● Aim of the exercise
Where a line of the following data contains the string "tunnel", include it in the tally. Report the total alone.

● Information provided
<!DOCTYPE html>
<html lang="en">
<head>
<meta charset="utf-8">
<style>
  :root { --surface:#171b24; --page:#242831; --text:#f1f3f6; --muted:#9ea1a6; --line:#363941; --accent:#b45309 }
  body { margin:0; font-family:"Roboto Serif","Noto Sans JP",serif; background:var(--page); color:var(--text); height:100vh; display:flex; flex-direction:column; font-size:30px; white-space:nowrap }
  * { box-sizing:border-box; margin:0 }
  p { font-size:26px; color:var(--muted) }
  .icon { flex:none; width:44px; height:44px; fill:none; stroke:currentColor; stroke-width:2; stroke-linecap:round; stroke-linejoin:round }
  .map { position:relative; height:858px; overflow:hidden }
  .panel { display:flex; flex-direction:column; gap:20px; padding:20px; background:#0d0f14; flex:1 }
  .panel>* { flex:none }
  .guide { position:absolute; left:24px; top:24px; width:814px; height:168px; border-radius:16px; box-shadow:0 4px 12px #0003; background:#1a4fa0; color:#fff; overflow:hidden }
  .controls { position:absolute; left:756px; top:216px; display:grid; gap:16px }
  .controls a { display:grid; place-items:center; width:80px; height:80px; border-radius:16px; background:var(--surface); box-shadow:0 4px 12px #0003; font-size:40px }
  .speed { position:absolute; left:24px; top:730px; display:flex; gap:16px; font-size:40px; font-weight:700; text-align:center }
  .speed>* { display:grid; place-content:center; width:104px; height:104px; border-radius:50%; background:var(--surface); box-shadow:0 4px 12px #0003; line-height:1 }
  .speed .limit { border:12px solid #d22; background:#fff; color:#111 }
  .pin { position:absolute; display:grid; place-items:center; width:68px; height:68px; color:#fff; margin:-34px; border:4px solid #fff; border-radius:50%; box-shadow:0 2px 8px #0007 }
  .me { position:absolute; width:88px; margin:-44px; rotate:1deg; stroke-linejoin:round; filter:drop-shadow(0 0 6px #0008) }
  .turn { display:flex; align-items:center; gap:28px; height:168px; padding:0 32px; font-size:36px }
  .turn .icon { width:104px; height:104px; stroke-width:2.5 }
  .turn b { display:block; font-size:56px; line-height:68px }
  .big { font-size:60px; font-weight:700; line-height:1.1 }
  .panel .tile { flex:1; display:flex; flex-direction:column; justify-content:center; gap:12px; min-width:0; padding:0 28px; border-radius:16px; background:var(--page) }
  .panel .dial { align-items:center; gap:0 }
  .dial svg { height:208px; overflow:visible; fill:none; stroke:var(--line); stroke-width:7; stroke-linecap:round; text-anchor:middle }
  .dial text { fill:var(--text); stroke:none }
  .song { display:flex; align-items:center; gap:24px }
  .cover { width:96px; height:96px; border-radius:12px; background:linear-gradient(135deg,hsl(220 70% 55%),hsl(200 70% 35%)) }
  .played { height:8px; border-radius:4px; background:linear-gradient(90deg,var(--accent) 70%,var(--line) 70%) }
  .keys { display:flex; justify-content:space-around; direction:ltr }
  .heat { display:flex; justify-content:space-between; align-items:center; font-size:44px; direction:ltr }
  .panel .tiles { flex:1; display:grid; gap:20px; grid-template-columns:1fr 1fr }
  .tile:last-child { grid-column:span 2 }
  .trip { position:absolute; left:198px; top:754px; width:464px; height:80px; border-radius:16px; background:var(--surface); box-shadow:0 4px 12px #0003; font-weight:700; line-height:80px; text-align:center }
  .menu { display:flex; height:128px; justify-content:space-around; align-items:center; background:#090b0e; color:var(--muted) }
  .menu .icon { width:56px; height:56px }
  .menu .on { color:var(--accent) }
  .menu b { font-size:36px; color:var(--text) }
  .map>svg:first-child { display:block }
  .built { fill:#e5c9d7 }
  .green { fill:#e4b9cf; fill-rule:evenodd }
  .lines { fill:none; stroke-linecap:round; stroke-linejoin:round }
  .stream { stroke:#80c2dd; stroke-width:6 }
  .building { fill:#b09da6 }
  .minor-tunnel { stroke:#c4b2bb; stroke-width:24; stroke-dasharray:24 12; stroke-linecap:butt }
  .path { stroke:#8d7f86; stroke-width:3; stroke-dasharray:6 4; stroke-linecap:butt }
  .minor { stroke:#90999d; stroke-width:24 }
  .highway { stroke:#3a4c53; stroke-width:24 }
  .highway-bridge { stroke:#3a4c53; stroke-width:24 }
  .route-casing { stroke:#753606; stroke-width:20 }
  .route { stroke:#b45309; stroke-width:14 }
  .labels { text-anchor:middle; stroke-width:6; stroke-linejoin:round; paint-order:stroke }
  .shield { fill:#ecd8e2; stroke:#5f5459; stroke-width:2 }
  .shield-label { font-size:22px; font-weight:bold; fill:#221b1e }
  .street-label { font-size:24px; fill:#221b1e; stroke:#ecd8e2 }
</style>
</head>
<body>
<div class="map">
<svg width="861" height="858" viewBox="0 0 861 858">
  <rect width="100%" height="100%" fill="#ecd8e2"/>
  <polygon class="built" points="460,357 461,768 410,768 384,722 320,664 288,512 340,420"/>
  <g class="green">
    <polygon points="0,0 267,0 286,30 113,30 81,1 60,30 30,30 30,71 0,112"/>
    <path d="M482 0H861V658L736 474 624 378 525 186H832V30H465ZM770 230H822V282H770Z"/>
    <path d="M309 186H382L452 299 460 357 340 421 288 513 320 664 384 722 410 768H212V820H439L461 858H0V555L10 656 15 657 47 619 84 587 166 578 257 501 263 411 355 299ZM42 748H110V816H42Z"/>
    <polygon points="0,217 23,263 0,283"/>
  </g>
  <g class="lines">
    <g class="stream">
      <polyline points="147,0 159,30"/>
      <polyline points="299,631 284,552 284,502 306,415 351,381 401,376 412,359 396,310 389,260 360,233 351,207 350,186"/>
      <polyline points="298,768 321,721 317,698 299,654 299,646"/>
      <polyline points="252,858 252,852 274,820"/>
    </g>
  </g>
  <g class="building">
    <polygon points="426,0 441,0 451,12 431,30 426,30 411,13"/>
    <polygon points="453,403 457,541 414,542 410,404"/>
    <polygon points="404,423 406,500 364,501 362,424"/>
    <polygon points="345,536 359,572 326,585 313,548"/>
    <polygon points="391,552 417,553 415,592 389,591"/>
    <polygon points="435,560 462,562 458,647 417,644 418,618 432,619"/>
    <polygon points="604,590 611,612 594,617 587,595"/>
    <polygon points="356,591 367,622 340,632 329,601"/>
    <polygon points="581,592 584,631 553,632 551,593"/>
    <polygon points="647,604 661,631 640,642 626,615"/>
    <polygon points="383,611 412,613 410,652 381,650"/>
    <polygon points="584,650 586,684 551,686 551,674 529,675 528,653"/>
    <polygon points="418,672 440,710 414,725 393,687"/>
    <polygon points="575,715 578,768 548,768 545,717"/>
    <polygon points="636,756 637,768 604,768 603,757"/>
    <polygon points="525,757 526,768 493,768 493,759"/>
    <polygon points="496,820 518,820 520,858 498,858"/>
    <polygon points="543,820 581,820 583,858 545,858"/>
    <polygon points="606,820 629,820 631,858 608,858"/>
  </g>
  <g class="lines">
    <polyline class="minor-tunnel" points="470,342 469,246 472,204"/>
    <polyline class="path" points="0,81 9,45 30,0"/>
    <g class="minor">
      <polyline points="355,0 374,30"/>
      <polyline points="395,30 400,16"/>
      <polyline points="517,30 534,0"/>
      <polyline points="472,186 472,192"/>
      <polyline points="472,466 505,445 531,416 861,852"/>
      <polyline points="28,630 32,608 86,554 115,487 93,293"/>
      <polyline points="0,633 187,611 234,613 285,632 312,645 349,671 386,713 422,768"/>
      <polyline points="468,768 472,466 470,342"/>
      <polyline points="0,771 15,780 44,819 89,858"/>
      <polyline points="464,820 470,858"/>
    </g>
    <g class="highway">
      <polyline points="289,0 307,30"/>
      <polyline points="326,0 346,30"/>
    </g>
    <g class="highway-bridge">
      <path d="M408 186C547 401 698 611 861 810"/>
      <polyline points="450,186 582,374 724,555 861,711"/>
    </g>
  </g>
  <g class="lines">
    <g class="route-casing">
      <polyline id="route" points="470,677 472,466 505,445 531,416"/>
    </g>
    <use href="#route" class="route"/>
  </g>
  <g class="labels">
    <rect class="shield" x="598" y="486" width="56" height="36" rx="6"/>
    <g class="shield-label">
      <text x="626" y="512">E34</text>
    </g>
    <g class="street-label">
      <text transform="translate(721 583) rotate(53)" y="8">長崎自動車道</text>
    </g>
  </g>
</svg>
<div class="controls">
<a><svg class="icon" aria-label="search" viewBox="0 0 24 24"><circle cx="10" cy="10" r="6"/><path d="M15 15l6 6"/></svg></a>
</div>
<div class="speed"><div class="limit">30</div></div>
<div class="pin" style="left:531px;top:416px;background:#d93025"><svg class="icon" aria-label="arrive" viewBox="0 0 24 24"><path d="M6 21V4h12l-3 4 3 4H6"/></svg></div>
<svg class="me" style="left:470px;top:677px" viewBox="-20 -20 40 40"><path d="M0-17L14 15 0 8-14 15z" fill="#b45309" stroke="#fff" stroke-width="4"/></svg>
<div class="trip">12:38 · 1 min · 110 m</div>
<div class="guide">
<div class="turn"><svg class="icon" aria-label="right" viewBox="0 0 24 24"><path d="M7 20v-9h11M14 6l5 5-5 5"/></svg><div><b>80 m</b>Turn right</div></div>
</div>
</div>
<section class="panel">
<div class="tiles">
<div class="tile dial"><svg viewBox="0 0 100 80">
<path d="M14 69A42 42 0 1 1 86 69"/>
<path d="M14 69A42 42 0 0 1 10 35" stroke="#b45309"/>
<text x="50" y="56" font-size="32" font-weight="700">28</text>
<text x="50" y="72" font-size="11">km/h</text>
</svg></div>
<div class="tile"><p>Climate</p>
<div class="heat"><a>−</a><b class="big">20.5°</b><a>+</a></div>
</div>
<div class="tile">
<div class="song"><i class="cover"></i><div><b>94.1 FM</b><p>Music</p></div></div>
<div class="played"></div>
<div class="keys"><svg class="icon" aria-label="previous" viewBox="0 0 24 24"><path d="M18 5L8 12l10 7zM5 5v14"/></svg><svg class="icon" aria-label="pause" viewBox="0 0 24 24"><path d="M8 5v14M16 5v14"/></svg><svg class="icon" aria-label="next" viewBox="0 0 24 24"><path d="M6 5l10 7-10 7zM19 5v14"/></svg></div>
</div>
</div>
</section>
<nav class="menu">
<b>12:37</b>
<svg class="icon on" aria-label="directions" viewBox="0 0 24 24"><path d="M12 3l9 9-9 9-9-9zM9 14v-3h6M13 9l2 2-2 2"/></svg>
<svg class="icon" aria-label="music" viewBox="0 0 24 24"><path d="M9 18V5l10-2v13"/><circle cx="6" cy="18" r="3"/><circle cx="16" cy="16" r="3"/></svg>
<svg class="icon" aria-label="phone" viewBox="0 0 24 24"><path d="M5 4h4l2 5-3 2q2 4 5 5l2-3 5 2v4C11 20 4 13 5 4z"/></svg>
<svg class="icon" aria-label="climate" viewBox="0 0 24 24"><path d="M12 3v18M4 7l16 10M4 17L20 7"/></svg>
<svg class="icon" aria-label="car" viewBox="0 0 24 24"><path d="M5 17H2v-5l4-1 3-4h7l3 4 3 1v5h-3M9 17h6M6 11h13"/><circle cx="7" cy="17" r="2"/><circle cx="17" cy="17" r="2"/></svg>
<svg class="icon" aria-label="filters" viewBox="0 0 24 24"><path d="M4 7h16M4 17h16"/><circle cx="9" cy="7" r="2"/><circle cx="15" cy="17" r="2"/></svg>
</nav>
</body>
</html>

● Your solution
2